━━━ Records supplied

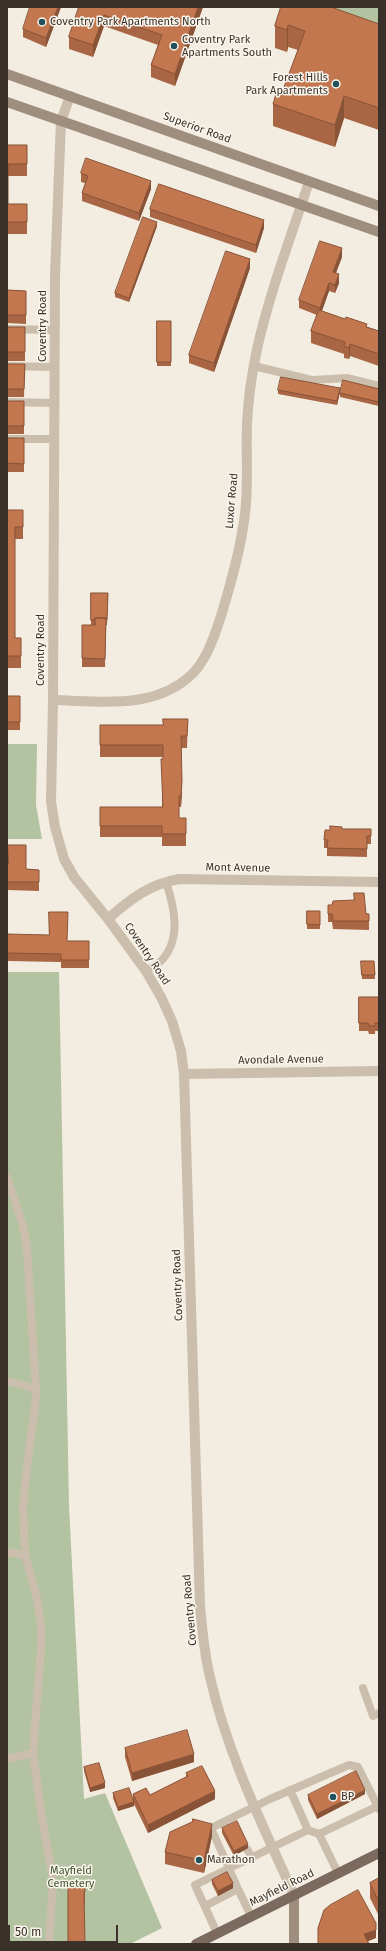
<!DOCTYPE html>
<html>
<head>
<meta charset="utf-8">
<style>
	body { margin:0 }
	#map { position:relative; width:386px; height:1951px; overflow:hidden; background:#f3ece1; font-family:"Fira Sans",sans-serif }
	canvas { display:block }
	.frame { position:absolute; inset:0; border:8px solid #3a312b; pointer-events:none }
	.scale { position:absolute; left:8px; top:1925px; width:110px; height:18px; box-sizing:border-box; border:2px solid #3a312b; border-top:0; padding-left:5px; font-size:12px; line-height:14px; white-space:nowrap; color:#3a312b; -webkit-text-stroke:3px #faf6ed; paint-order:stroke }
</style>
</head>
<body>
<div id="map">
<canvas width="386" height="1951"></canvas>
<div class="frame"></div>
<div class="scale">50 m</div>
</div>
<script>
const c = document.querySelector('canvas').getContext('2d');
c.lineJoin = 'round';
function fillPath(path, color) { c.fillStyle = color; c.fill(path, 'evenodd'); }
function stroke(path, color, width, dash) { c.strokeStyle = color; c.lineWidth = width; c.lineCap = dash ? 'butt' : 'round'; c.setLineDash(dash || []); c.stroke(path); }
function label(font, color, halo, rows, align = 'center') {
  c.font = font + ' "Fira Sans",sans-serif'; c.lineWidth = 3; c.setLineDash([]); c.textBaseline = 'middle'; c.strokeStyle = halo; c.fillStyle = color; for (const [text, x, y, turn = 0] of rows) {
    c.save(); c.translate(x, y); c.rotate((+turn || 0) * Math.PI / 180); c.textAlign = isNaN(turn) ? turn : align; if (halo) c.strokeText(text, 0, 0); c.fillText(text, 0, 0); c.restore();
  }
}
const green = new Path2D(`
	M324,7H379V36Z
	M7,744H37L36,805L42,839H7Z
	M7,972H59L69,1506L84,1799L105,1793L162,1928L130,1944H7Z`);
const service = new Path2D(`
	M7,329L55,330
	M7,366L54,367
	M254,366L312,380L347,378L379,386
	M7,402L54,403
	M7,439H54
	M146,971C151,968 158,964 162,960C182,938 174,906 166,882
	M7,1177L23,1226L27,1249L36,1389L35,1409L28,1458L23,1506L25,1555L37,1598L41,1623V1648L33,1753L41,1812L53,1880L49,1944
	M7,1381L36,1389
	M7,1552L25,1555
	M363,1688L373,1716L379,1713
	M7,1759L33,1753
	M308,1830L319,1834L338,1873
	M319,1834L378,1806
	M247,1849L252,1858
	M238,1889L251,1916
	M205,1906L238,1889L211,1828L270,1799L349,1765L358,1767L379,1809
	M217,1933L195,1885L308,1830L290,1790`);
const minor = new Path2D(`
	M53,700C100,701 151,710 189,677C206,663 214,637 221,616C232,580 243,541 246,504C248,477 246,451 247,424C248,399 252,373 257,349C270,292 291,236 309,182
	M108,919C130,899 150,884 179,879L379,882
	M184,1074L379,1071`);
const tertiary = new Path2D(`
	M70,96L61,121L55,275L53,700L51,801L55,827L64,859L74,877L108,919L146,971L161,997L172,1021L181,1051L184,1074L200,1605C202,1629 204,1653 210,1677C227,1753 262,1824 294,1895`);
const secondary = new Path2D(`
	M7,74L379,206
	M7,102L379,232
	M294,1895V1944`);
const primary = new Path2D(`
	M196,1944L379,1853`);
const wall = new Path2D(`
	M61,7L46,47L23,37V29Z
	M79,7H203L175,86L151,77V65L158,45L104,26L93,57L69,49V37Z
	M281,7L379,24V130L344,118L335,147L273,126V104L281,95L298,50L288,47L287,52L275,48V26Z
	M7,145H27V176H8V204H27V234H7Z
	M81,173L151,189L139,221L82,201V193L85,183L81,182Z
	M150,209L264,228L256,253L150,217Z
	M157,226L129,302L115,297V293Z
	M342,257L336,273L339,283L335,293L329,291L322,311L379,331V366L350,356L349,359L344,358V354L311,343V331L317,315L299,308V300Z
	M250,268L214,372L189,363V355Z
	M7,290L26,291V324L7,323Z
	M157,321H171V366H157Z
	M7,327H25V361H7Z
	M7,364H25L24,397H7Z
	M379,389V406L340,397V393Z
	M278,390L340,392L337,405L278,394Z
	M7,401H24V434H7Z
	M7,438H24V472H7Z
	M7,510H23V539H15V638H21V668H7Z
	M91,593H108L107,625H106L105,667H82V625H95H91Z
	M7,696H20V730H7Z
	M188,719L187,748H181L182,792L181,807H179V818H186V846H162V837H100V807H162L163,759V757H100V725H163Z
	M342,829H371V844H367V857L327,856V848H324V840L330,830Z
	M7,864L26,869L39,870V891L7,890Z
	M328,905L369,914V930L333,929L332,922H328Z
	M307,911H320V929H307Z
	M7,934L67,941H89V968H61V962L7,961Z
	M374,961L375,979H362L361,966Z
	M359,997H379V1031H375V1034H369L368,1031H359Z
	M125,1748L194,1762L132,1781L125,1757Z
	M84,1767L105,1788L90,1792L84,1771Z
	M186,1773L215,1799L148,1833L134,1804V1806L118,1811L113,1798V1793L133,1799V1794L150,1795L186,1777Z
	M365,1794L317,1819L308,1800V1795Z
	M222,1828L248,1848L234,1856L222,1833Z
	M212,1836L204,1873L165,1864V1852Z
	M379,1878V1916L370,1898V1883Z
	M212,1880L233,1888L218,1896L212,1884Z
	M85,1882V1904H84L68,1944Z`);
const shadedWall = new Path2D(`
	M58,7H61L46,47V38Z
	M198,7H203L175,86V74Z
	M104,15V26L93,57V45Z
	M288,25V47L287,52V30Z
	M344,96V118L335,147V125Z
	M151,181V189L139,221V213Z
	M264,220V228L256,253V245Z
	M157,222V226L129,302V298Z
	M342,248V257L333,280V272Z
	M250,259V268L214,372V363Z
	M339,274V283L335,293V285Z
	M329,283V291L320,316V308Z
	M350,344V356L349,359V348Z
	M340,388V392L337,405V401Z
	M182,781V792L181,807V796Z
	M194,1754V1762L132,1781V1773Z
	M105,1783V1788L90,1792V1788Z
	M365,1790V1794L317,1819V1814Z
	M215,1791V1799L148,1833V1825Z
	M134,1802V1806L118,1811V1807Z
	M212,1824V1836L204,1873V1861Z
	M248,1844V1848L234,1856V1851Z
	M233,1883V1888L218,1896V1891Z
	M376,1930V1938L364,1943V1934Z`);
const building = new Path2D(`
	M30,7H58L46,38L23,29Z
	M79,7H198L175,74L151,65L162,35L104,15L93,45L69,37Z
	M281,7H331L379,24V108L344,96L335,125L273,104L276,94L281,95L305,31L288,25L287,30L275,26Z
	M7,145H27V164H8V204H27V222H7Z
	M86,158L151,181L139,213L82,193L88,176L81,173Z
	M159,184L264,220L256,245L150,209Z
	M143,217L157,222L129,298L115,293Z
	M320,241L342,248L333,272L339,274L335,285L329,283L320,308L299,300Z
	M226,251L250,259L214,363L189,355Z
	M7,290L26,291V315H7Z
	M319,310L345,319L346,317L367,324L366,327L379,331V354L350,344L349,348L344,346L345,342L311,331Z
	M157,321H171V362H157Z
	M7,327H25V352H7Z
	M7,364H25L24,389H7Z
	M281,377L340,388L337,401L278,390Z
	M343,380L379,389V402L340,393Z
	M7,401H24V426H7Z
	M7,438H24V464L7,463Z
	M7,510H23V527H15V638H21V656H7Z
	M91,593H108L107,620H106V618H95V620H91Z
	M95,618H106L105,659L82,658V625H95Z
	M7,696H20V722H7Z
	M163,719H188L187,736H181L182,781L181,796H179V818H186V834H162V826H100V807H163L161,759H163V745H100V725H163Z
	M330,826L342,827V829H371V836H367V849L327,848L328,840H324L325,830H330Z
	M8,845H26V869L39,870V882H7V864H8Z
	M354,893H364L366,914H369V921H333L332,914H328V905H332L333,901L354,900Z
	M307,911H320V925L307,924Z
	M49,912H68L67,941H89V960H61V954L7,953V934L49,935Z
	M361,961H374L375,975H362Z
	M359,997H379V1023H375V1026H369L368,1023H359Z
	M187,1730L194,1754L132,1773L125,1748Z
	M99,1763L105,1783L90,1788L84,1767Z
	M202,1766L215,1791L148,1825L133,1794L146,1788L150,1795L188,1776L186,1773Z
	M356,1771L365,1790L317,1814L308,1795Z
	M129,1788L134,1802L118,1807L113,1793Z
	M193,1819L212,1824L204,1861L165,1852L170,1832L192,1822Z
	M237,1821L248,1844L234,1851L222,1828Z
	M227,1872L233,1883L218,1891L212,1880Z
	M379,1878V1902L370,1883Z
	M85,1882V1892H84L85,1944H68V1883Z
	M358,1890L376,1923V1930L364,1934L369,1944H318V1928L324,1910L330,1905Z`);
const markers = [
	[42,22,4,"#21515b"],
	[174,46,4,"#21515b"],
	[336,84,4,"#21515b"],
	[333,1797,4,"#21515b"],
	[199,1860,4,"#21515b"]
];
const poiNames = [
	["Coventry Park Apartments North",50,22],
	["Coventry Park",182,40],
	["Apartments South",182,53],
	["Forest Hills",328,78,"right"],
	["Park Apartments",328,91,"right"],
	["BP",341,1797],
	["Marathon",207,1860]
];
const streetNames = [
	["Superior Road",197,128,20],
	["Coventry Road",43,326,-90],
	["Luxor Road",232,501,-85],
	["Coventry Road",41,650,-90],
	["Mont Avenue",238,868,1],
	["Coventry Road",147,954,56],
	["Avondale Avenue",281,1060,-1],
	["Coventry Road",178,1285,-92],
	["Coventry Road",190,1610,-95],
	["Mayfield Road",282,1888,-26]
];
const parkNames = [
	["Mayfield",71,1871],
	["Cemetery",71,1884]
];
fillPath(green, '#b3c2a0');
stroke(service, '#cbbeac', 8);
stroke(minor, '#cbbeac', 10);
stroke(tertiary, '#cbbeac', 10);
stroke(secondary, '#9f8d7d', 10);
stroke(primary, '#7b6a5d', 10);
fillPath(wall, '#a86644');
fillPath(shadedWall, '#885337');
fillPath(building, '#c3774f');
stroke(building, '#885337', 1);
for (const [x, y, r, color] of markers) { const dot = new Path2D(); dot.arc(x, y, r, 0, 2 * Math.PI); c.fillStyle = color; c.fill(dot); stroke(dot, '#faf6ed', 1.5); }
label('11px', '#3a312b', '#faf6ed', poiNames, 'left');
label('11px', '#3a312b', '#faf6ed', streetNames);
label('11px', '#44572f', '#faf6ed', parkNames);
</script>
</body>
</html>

━━━━━━

● What is required: Your answer should consist of copies of the lines above that include the string "align".

● Written solution:
function label(font, color, halo, rows, align = 'center') {
    c.save(); c.translate(x, y); c.rotate((+turn || 0) * Math.PI / 180); c.textAlign = isNaN(turn) ? turn : align; if (halo) c.strokeText(text, 0, 0); c.fillText(text, 0, 0); c.restore();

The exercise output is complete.